*Records for this task*:
┌──
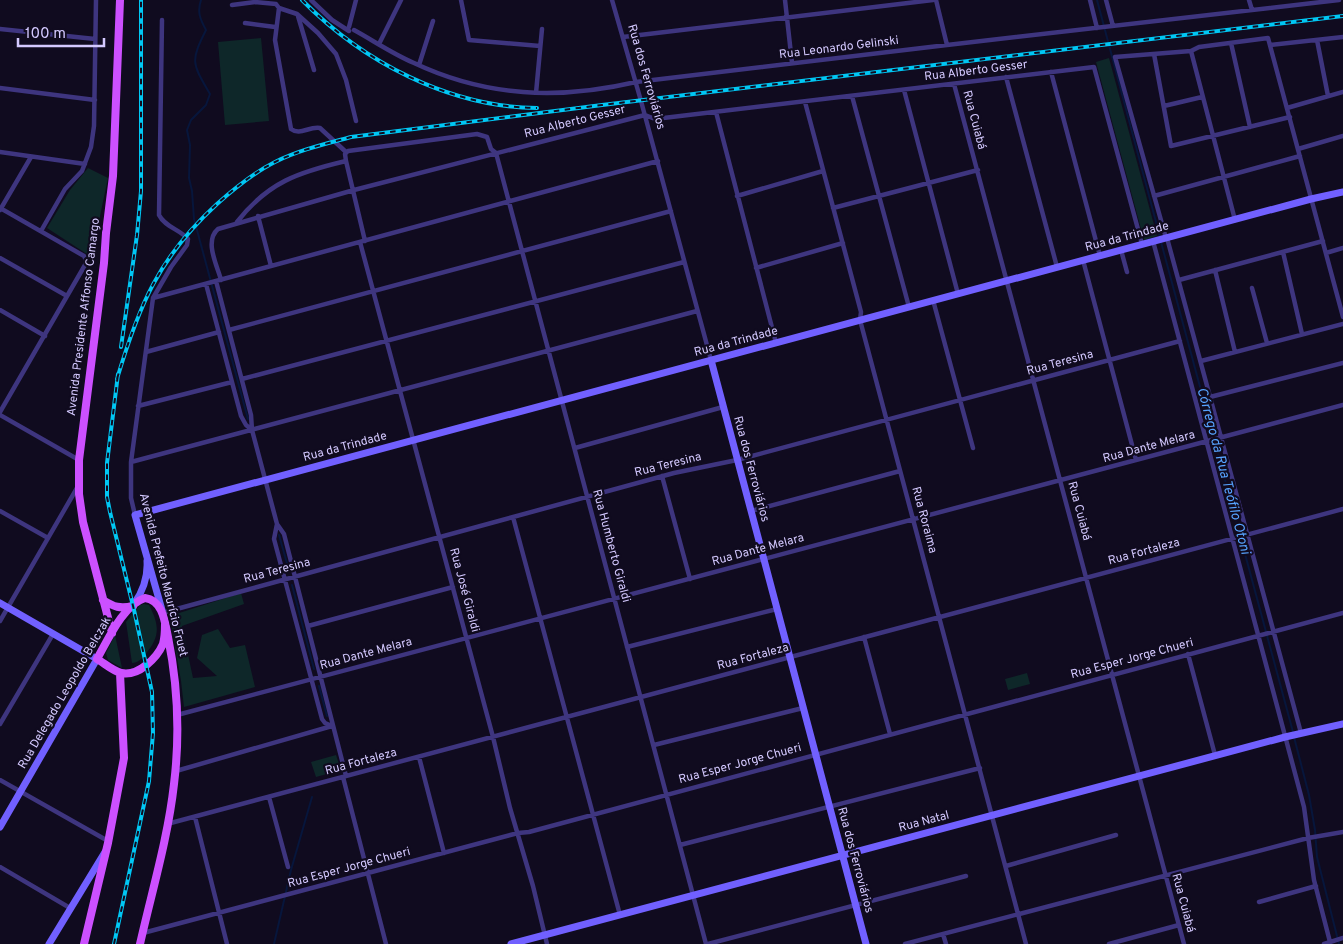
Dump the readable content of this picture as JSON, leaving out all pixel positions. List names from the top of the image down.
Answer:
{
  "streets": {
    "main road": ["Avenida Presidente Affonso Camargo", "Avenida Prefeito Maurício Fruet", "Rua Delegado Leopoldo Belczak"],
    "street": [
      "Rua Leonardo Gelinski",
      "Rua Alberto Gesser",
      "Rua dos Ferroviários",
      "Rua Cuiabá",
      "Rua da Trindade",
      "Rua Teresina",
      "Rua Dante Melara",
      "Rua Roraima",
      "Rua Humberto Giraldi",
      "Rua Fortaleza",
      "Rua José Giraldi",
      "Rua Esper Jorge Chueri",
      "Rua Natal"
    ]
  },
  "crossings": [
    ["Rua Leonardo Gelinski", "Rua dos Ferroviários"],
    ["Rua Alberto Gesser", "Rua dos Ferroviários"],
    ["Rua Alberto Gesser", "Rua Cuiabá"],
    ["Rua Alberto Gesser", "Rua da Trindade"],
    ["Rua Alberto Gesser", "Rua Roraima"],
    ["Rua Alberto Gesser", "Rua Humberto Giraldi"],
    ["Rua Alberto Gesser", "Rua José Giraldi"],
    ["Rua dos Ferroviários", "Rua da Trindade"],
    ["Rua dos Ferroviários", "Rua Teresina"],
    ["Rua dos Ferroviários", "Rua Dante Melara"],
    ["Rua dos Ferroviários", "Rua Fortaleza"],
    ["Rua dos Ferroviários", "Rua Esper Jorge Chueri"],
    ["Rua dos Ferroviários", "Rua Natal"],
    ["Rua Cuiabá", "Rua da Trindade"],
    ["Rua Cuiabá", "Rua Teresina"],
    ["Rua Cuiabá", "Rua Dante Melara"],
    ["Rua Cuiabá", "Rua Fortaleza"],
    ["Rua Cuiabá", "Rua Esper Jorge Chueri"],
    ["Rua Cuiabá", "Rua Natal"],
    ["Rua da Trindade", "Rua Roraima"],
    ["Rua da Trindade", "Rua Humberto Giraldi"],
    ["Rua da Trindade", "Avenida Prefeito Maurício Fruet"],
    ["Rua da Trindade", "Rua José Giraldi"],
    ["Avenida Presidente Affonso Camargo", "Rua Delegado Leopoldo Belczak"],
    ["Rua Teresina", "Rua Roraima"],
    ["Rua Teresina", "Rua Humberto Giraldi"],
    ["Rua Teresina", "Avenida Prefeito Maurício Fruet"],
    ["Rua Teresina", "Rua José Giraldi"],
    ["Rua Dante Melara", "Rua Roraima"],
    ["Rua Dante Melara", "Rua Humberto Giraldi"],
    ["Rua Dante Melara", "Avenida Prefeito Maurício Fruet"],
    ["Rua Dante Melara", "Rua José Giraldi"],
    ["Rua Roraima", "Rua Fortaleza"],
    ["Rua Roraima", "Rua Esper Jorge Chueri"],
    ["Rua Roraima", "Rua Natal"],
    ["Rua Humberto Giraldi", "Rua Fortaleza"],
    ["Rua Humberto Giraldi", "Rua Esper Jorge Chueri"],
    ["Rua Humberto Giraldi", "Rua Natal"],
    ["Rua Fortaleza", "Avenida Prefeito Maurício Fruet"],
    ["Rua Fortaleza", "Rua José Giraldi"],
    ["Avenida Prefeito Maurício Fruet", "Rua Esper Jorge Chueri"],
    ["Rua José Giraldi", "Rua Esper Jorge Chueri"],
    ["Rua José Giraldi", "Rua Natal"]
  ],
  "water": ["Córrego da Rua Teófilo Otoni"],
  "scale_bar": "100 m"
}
└──
┌──
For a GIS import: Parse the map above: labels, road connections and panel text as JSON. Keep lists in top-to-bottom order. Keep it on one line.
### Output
└──
*Assigned task*:
Where in the entries above does the word "JSON" appear? Copy each line that has it.

*Response area*:
Dump the readable content of this picture as JSON, leaving out all pixel positions. List names from the top of the image down.
For a GIS import: Parse the map above: labels, road connections and panel text as JSON. Keep lists in top-to-bottom order. Keep it on one line.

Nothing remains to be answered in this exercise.